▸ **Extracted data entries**
● ● ● ● ● ● ●
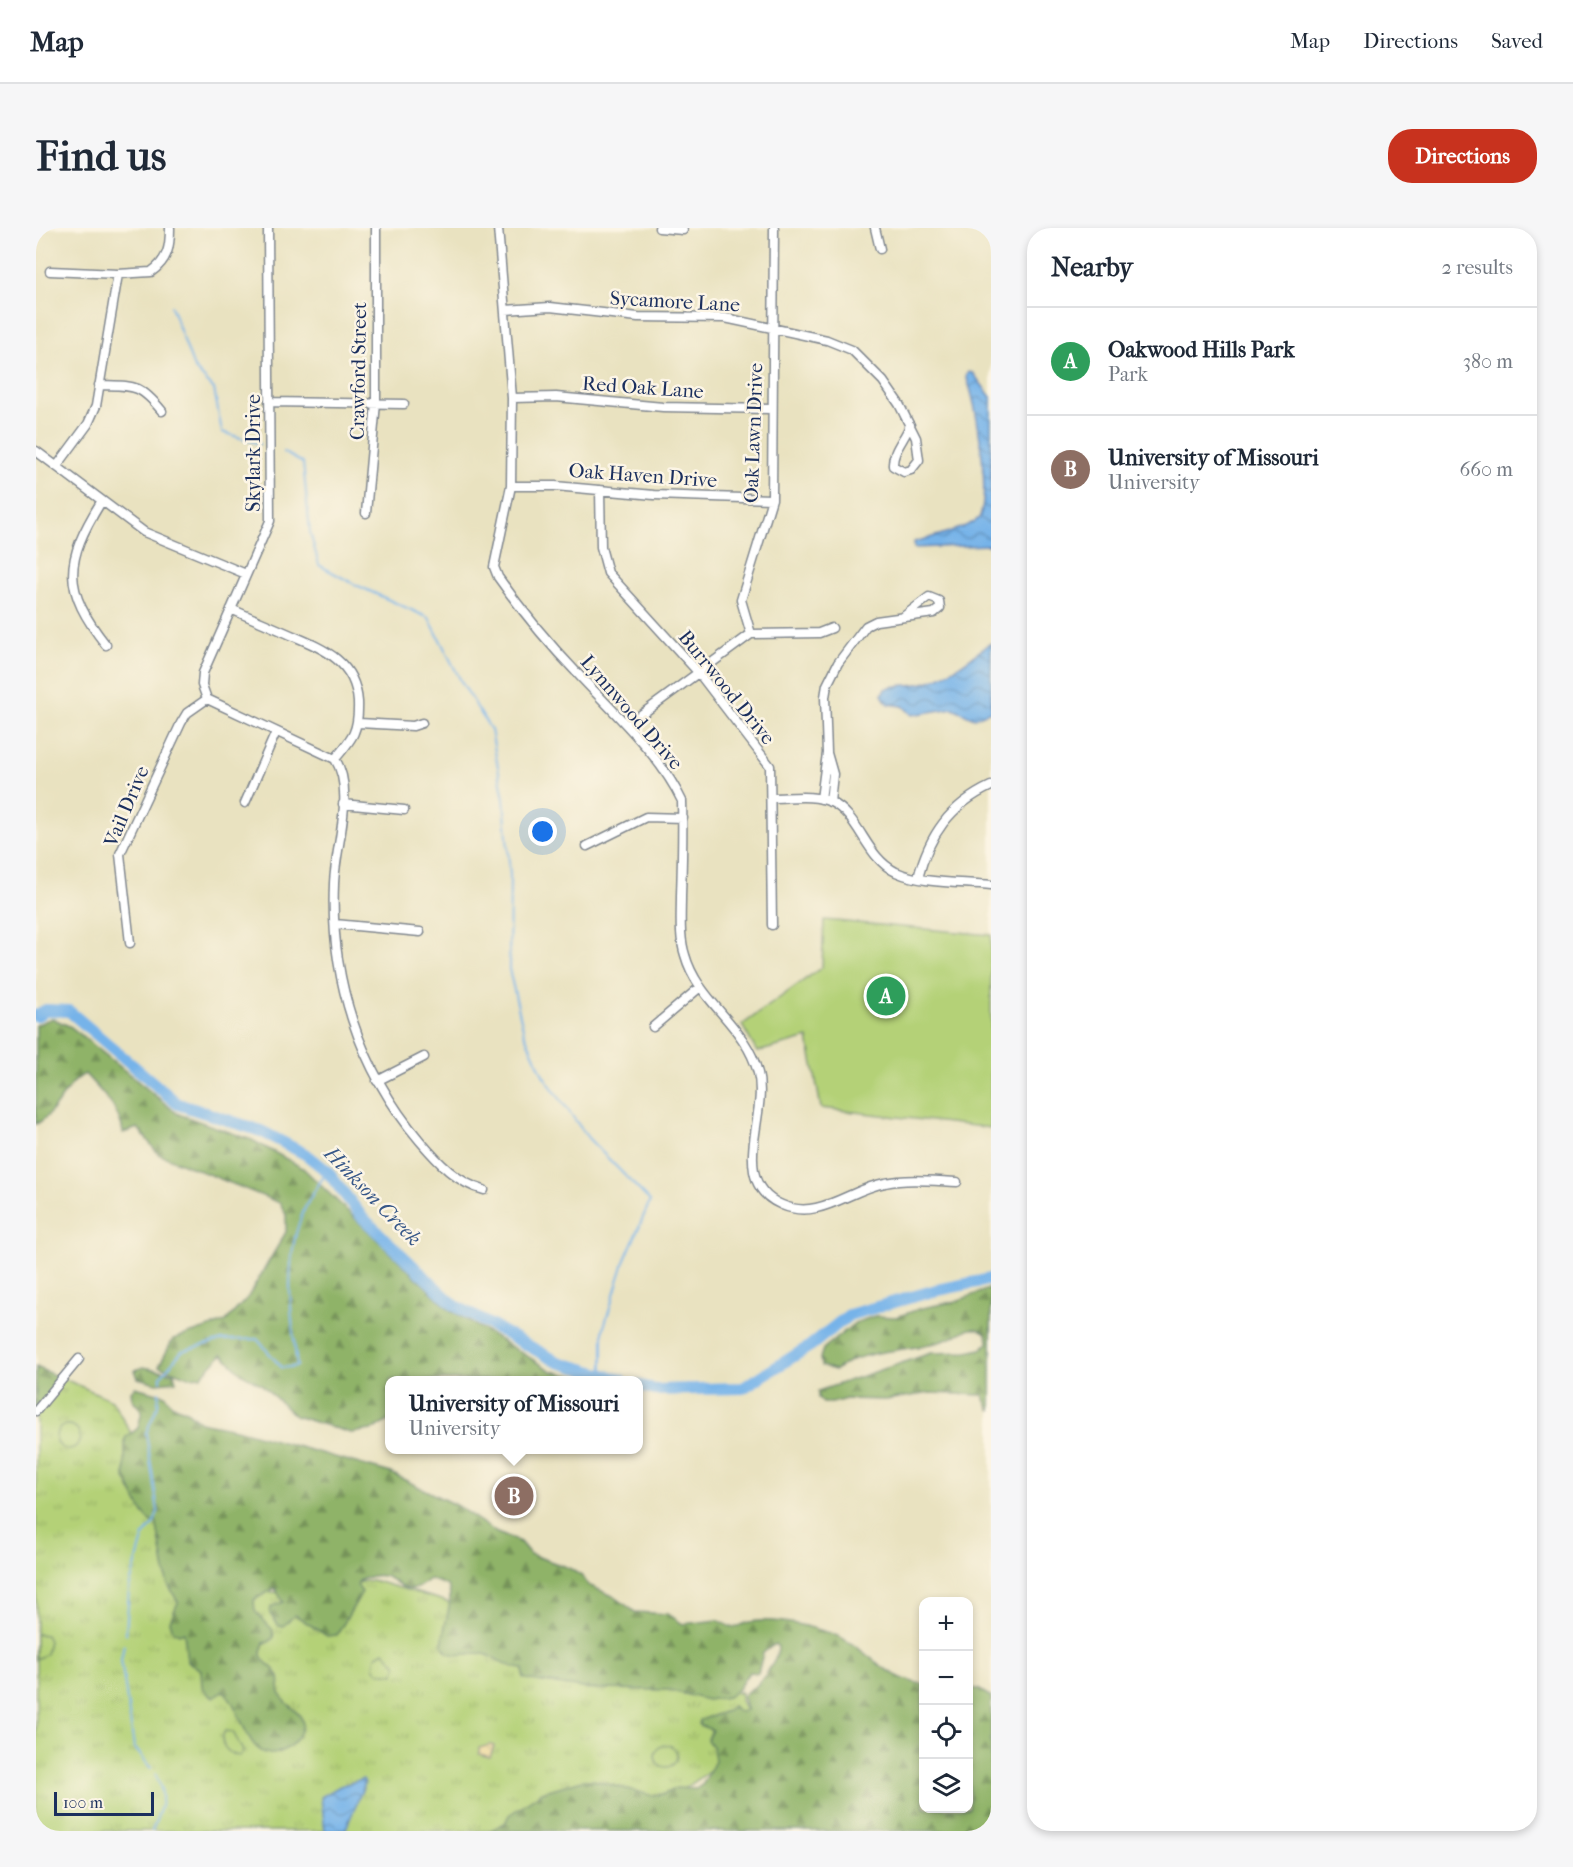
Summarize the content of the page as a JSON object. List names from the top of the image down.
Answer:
{
  "streets": {
    "street": [
      "Sycamore Lane",
      "Crawford Street",
      "Red Oak Lane",
      "Oak Lawn Drive",
      "Skylark Drive",
      "Oak Haven Drive",
      "Burrwood Drive",
      "Lynnwood Drive",
      "Vail Drive"
    ]
  },
  "crossings": [
    ["Sycamore Lane", "Oak Lawn Drive"],
    ["Sycamore Lane", "Lynnwood Drive"],
    ["Red Oak Lane", "Oak Lawn Drive"],
    ["Red Oak Lane", "Lynnwood Drive"],
    ["Oak Lawn Drive", "Oak Haven Drive"],
    ["Skylark Drive", "Vail Drive"],
    ["Oak Haven Drive", "Burrwood Drive"],
    ["Oak Haven Drive", "Lynnwood Drive"]
  ],
  "water": ["Hinkson Creek"],
  "scale_bar": "100 m",
  "page": {
    "header": "Map",
    "nav": ["Map", "Directions", "Saved"],
    "buttons": "Directions",
    "title": "Find us",
    "heading": ["Nearby", "2 results"],
    "list": [
      {
        "mark": "A",
        "name": "Oakwood Hills Park",
        "note": "Park",
        "value": "380 m"
      },
      {
        "mark": "B",
        "name": "University of Missouri",
        "note": "University",
        "value": "660 m"
      }
    ],
    "pins": ["A", "B"],
    "popup": ["University of Missouri", "University"],
    "map_buttons": ["+", "−"],
    "scale": "100 m"
  }
}
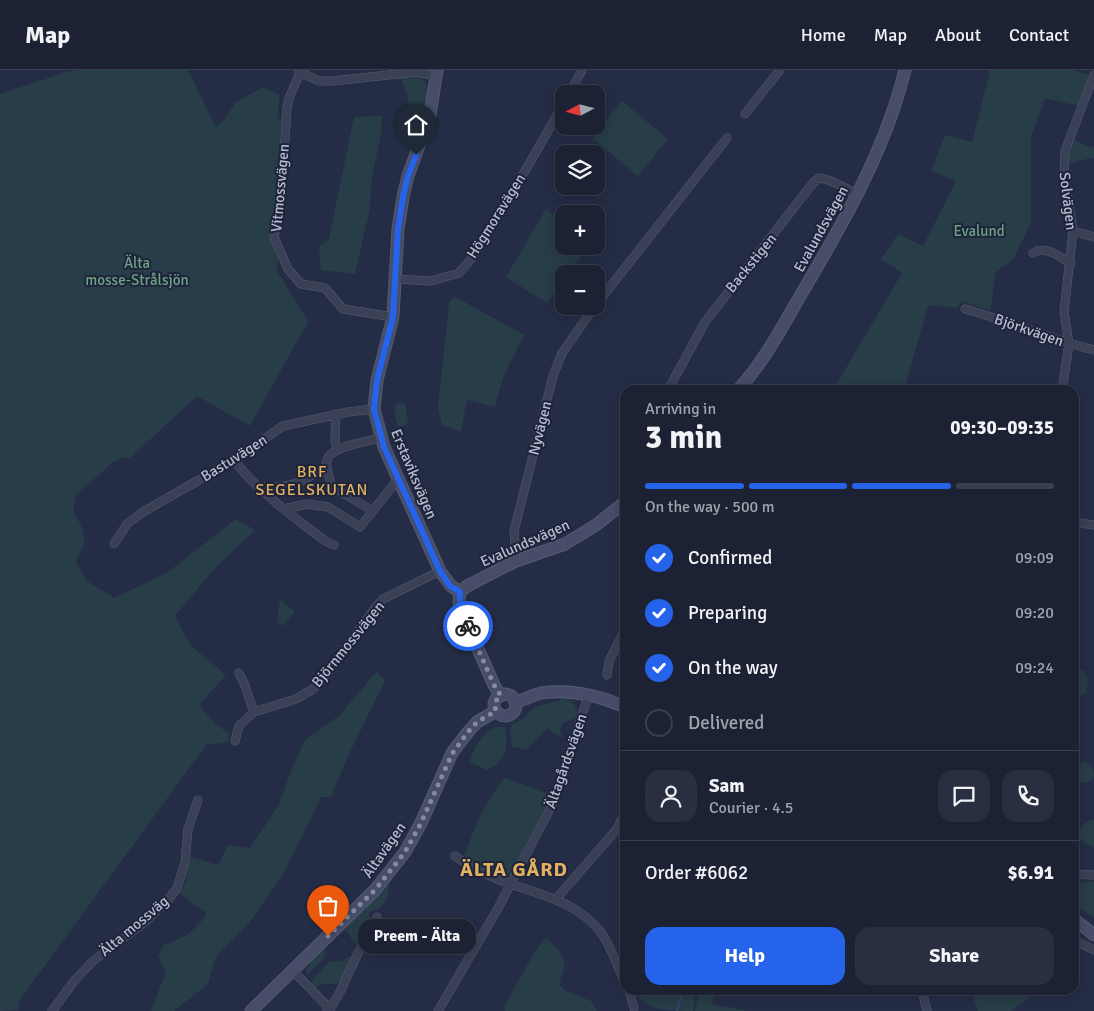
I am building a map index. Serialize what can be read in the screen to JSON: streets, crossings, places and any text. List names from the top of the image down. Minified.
{"streets":{"street":["Vitmossvägen","Solvägen","Högmoravägen","Evalundsvägen","Backstigen","Björkvägen","Nyvägen","Bastuvägen","Erstaviksvägen","Björnmossvägen","Ältagårdsvägen","Ältavägen","Älta mossväg"]},"crossings":[["Vitmossvägen","Erstaviksvägen"],["Solvägen","Björkvägen"],["Högmoravägen","Erstaviksvägen"],["Evalundsvägen","Backstigen"],["Evalundsvägen","Nyvägen"],["Evalundsvägen","Erstaviksvägen"],["Bastuvägen","Erstaviksvägen"],["Erstaviksvägen","Björnmossvägen"]],"districts":["BRF SEGELSKUTAN","ÄLTA GÅRD"],"parks":["Evalund","Älta mosse-Strålsjön"],"places":["Preem - Älta"],"north":"left","page":{"header":"Map","nav":["Home","Map","About","Contact"],"map_buttons":["+","−"],"heading":["3 min","Arriving in","09:30–09:35"],"panel":["Sam","Courier · 4.5","Order #6062","$6.91"],"bar":"On the way · 500 m","list":[["Confirmed","09:09"],["Preparing","09:20"],["On the way","09:24"],"Delivered"],"buttons":["Help","Share"],"bubble":"Preem - Älta"}}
● ● ● ● ● ● ●
▸ **What to do**
Every line above holding the string "Skylark" should be listed.

▸ **Written solution**
      "Skylark Drive",
    ["Skylark Drive", "Vail Drive"],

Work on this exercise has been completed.